Import the data from the Dutch Lexicon Project DLP_words.csv. All materials are from here: http://crr.ugent.be/programs-data/lexicon-projects
Variables we are going to use: - rt: Response Latency to the Lexical Decision Task - subtlex.frequency: The frequency of the word from the Dutch Subtitle Project. - length: Length of the word. - POS: part of speech. - bigram.freq: Summed frequency of the bigrams in the word (the sum of each two-letter combination frequency).
library(readr)
DLP_words <- read_csv("/Users/katie/R Data/ANLY 540 Human/DLP_words.csv")
## Parsed with column specification:
## cols(
## spelling = col_character(),
## lexicality = col_character(),
## rt = col_double(),
## subtlex.frequency = col_double(),
## length = col_double(),
## POS = col_character(),
## bigram.freq = col_double()
## )
Load all the libraries or functions that you will use to for the rest of the assignment.
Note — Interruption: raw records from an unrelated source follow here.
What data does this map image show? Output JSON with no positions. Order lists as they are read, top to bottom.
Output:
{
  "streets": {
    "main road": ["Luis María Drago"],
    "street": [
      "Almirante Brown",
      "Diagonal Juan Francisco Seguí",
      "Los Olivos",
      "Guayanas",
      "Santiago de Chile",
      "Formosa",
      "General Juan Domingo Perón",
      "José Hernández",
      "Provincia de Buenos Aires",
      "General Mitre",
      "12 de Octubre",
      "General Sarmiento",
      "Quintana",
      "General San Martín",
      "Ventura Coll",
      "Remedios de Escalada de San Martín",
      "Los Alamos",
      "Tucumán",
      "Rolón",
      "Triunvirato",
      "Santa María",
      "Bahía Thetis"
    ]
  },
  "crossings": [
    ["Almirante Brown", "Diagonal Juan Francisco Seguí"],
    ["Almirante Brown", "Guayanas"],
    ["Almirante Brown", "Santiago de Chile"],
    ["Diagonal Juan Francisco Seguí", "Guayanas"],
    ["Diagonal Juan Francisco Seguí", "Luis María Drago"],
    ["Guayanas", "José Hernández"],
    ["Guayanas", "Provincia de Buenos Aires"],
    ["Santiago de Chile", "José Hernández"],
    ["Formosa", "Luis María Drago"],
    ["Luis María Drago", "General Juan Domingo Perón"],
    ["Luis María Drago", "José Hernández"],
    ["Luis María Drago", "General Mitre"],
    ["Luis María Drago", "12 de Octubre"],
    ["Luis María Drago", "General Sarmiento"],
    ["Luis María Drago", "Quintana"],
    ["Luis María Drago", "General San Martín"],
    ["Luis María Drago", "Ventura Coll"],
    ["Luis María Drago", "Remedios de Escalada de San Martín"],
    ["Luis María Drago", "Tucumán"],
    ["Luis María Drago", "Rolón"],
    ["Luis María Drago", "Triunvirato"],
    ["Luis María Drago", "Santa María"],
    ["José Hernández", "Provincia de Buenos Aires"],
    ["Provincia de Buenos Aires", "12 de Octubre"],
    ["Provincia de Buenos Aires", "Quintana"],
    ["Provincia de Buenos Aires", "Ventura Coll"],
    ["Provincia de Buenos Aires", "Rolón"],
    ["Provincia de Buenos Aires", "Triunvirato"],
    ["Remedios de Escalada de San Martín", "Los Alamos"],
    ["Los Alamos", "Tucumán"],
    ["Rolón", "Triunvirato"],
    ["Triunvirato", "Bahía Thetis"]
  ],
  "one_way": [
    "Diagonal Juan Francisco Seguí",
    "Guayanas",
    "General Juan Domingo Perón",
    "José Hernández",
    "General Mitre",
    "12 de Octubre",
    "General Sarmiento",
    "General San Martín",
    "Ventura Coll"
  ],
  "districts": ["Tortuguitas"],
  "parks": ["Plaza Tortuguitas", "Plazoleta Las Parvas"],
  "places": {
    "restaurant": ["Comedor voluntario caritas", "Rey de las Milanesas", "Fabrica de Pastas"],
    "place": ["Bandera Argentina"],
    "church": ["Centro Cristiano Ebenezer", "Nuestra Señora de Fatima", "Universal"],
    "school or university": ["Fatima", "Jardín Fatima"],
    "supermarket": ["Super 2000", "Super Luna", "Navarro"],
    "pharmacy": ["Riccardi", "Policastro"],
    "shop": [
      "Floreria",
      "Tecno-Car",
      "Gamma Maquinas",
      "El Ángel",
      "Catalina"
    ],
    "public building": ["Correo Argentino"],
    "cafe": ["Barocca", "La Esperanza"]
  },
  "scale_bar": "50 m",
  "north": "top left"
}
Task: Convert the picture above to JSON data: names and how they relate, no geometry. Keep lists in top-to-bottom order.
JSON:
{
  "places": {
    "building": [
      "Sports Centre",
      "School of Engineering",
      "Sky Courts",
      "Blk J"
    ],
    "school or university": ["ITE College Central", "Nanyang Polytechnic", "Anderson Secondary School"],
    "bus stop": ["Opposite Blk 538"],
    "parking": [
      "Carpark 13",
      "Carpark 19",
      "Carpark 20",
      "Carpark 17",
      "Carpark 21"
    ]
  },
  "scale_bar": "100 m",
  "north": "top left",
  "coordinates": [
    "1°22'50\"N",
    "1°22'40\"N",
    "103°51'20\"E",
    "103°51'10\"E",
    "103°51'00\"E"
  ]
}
It is helpful to define your libraries and functions at the top of a report, so that others can know what they need for the report to compile correctly.
library(Rling)
library(modeest)
#install.packages("textdata")
library(textdata)
#install.packages("tidytext")
library(knitr)
library(boot)
library(car)
## Loading required package: carData
##
## Attaching package: 'car'
## The following object is masked from 'package:boot':
##
## logit
Update the part of speech variable so that the Nouns are the comparison category. Here’s what the labels mean:
ADJ - Adjective N - Noun WW - Verbs
table(DLP_words$POS)
##
## ADJ N WW
## 1397 7591 3038
DLP_words$POS <- factor(DLP_words$POS, levels = c("N", "ADJ", "WW"), labels = c("Noun", "Adjective", "WW"))
Since we are using frequencies, we should consider the non-normality of frequency. - Include a histogram of the original subtlex.frequency column. - Log-transform the subtlex.frequency column. - Include a histogram of bigram.freq - note that it does not appear extremely skewed.
hist(DLP_words$subtlex.frequency, breaks = 100)
DLP_words$sublog <- log(DLP_words$subtlex.frequency)
hist(DLP_words$sublog)
See if you can predict response latencies (DV) with the following IVs: subtitle frequency, length, POS, and bigram frequency.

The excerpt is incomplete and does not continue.